Cokie always had her critics who accused her of trying too hard to hide her Democratic roots. But I appreciated her understanding of the political process. She refused to treat politics as pure folly and all politicians as punchlines. She and I acquired our political sensibilities from our parents in different ways. While she roamed the halls of Congress as a child, I grew up in a union home, raised to understand that only with the help of (some) politicians can workers’ aspirations become laws that protect them.
From her own background, Cokie knew the backstory of congressional lives, which kept her from becoming cynical. “I do think I am more concerned about their privacy,” she told “Fresh Air” on NPR, “but I also just see them much more as human beings, as people with all the flaws and foibles and families of a human being.” Roberts quotes her as readily conceding to the Boston Globe that she had “a much more positive attitude about politics and politicians than most reporters. They are not a bunch of crooks. They have good homes and some rowdy children. I was one of them.”
This does not mean she gave all politicians a pass. She seared male reporters for their tendency to overlook philandering and sexist candidates, and championed women who weren’t afraid to cover those faults.
“For years and years and years, it was all guys and they’d go rollicking off covering campaigns and having a wonderful time,” she once said. “And nobody would ever report what was really going on because they’d all get in trouble with their bosses and their wives. So then women started showing up on the campaign trail and we actually thought that it was significant how a candidate treated women. So we would report on it. . . . If you’re running for president, the way you treat women and your attitudes toward women is political. So we started reporting on it and we did change the way that candidates were assessed.”

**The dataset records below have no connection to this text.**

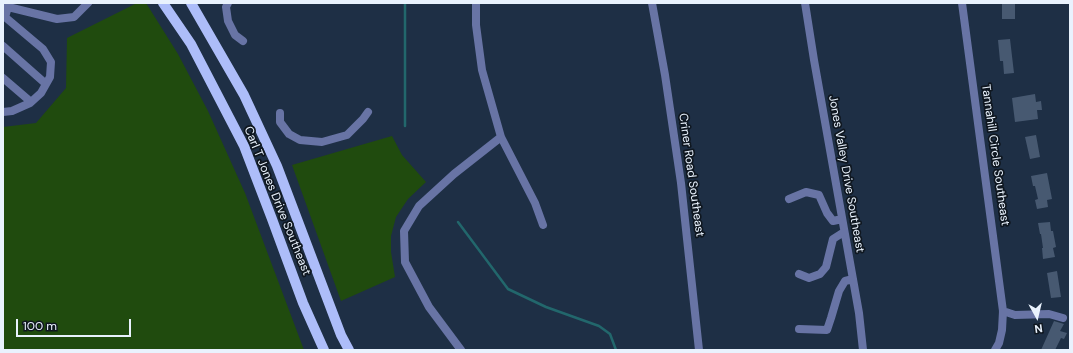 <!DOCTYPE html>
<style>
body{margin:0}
#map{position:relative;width:1073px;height:353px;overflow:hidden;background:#1e2f45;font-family:"DM Sans",sans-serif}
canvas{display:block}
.frame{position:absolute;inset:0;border:4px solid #e9f2fd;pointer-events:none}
.north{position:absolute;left:1017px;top:297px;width:40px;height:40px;-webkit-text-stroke:3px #0f1720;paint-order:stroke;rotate:172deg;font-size:11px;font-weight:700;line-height:16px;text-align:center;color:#e9f2fd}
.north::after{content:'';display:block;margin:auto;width:14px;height:18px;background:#e9f2fd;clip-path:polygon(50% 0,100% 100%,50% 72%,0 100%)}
.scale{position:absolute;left:16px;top:319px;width:115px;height:18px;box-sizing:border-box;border:2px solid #e9f2fd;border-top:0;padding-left:5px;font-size:12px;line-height:14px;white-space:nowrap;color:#e9f2fd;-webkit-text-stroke:3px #0f1720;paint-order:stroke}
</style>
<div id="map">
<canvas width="1073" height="353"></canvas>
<div class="frame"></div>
<div class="north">N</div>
<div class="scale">100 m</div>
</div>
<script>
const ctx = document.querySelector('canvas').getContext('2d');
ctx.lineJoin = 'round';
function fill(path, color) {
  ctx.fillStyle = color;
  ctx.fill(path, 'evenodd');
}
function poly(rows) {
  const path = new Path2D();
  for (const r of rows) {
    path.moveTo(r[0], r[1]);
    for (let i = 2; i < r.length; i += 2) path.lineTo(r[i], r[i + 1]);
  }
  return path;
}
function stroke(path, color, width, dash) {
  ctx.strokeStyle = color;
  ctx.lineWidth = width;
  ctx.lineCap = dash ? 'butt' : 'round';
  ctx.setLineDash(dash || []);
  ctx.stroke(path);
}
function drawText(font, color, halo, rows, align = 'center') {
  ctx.font = font + ' "DM Sans",sans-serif';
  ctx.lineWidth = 3.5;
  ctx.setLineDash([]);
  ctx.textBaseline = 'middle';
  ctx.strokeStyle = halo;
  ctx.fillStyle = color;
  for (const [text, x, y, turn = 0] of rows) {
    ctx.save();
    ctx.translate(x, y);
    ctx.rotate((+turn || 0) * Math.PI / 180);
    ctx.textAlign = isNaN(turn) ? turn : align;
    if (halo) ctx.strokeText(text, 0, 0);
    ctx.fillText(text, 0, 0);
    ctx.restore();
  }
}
fill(poly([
 [137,3,146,3,178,54,208,111,245,193,304,350,3,350,3,127,36,123,66,88,67,38],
 [392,136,402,155,426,182,408,199,396,217,391,236,391,252,395,277,341,301,292,165]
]), '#204b0e');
stroke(poly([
 [405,126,405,3],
 [458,222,508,289,546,307,599,326,610,334,616,350]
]), '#22676c', 2.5);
fill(poly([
 [1002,3,1015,3,1015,19,1002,19],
 [1010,39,1014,73,1004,74,1003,61,1000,61,998,40],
 [1035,94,1036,102,1041,101,1042,110,1037,110,1038,119,1015,122,1012,98],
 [1036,135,1040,157,1030,159,1025,137],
 [1047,173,1052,199,1047,200,1048,207,1037,209,1035,200,1038,199,1035,186,1033,186,1031,176],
 [1050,222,1051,231,1053,231,1056,247,1053,248,1055,257,1043,259,1042,248,1043,248,1041,234,1040,234,1038,223],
 [1057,271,1061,297,1051,298,1047,273],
 [1054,321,1064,324,1060,331,1067,333,1064,339,1061,338,1055,350,1041,350]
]), '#475971');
stroke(poly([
 [228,3,226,7,228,21,235,35,243,41],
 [476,3,476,25,482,70,501,137,535,203,543,225],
 [652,3,665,75,681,183,699,350],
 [805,3,814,60,859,313,863,350],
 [962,3,1003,311,1002,330,999,343,995,350],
 [4,6,57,19,74,17,88,3],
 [3,46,46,84],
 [3,78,31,102],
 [3,112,12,111,30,103,41,93,50,77,51,62,43,49,5,17,8,7],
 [280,113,280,122,289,134,300,140,322,142,347,135,363,119,368,112],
 [789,199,806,192,819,195,827,213,833,221,842,219],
 [799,274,809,278,820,274,826,267,833,239,844,232],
 [1003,311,1015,315,1049,314,1063,318],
 [799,329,827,330,831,318,839,291,845,281,853,279],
 [461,350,429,307,405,262,404,231,419,206,454,174,501,137]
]), '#6874a5', 8);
stroke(poly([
 [163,3,191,44,244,146,272,219,303,303,324,350],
 [191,3,244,95,277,166,341,335,349,350]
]), '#adbdf9', 10);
drawText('12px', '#e9f2fd', '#0f1720', [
 ["Tannahill Circle Southeast",995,155,82],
 ["Jones Valley Drive Southeast",846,174,80],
 ["Criner Road Southeast",691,175,82],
 ["Carl T Jones Drive Southeast",277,201,68]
]);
</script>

Roberts insists that his wife was not one of the “militant sisters” who, and he quotes Cokie here, “engage in finger-pointing at women who make different choices than they do.” It’s true that she pushed Roberts to marry her and couldn’t wait to have children. They wrote two books together about marriage.
But Cokie was also a lifelong advocate for women, in the workplace and in their personal lives. Fortunately, this book is full of those kinds of stories, with Cokie at the heart of it all. It is heartening to read such a celebration of women helping women….
Connie Schultz is a columnist and the author, most recently, of the novel “The Daughters of Erietown.”